When properly and thoroughly fixed, blocks of tissue should be able to resist the effects of other reagents used during the processing procedure. In particular, resistance to the effects of ethanol is important as it is capable of fixing proteins in its own right. If the tissue is not properly fixed before the ethanol for dehydration is applied, there is a distinct likelihood that it will complete the fixation while dehydrating. Unfortunately, when used alone as a fixative, ethanol is quite poor, causing shrinkage and making tissues hard and brittle. One side effect of the modern minimalist approach to fixation and processing, in which formalin is applied barely long enough to stabilize the proteins but certainly not long enough to cross link them, is that ethanol fixation during processing has become fairly commonplace. In fact, this is so common that it has been referred to as “parched earth” artifact, or “overfixation”, a rather ironic term considering that it is caused by not fixing the tissue long enough in formalin. The resolution to this problem is to fix tissues thoroughly before processing. If there is insufficient time for this to be done with formalin, then another fixative that can do it should be used.

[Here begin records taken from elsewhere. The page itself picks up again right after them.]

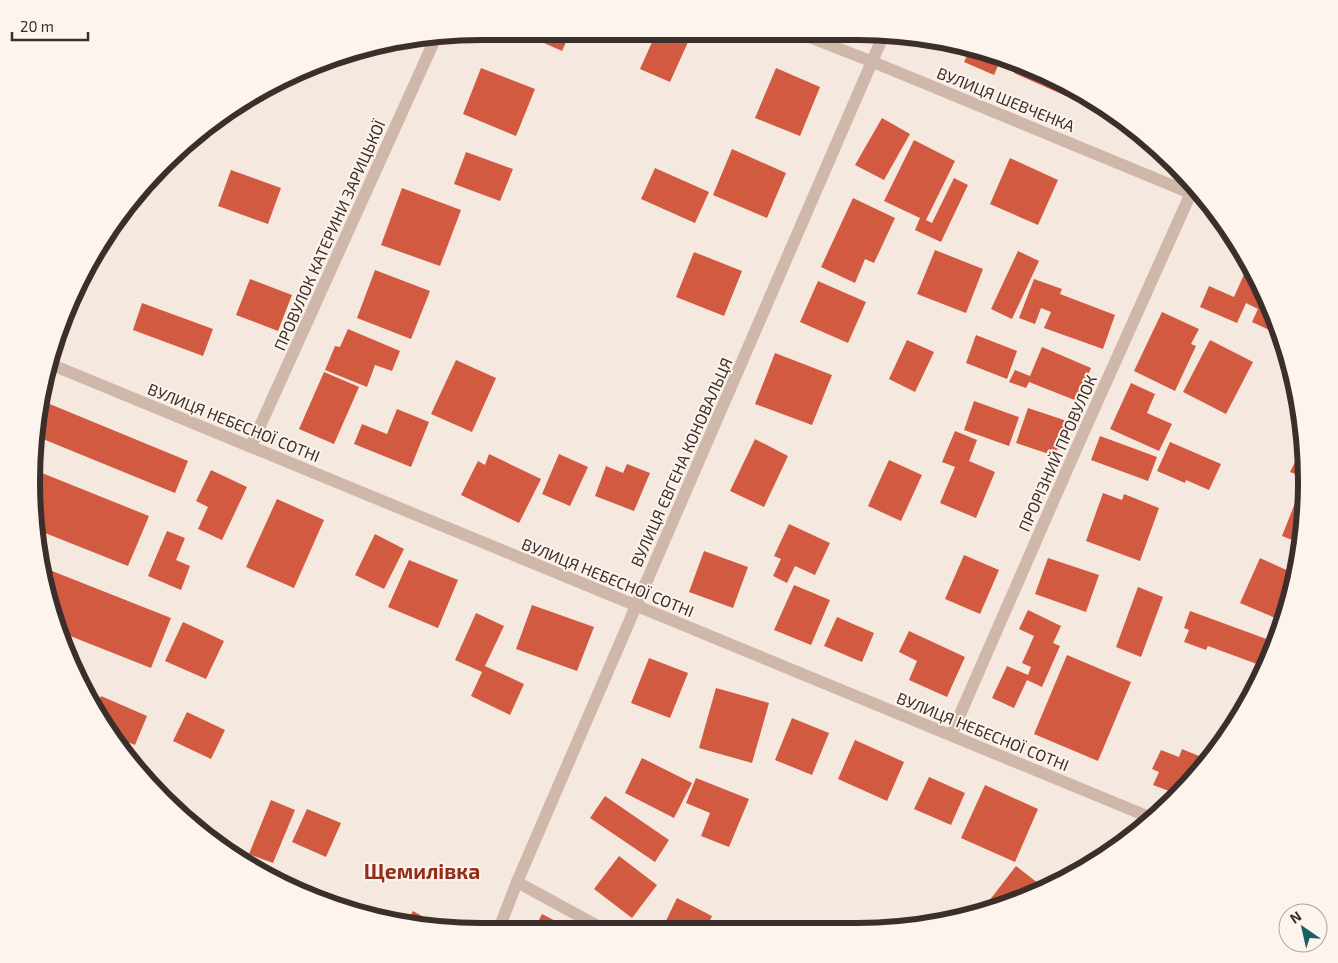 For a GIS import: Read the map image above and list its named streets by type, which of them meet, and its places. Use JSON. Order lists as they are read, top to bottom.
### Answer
{
  "streets": {
    "street": [
      "ВУЛИЦЯ ШЕВЧЕНКА",
      "ПРОВУЛОК КАТЕРИНИ ЗАРИЦЬКОЇ",
      "ВУЛИЦЯ НЕБЕСНОЇ СОТНІ",
      "ПРОРІЗНИЙ ПРОВУЛОК",
      "ВУЛИЦЯ ЄВГЕНА КОНОВАЛЬЦЯ"
    ]
  },
  "crossings": [
    ["ВУЛИЦЯ ШЕВЧЕНКА", "ВУЛИЦЯ ЄВГЕНА КОНОВАЛЬЦЯ"],
    ["ПРОВУЛОК КАТЕРИНИ ЗАРИЦЬКОЇ", "ВУЛИЦЯ НЕБЕСНОЇ СОТНІ"],
    ["ВУЛИЦЯ НЕБЕСНОЇ СОТНІ", "ПРОРІЗНИЙ ПРОВУЛОК"],
    ["ВУЛИЦЯ НЕБЕСНОЇ СОТНІ", "ВУЛИЦЯ ЄВГЕНА КОНОВАЛЬЦЯ"]
  ],
  "districts": ["Щемилівка"],
  "scale_bar": "20 m",
  "north": "top left"
}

Any microorganisms present in the tissue are likely to be killed and preserved along with the tissue, although there may be a few isolated types of bacteria which can resist this treatment. Similarly, the enzymes that cause autolysis are usually rendered inactive, either through denaturation because they are themselves proteins or because their substrate, cellular components and contents, have been denatured. In either case, putrefaction and autolysis come to an end. Once the tissues have been removed from the fixative, however, microorganisms in the environment may colonize the tissue and putrefaction may begin again unless precautions are taken against it. These precautions include the completion of processing. It is generally accepted that no bacteria can resist the complete process from fixative to paraffin infiltration, and paraffin processed tissues are considered to be safe to handle and stable indefinitely. It is known that prions can resist this complete process, so precautions must be taken to ensure personal safety if the tissue is from this source.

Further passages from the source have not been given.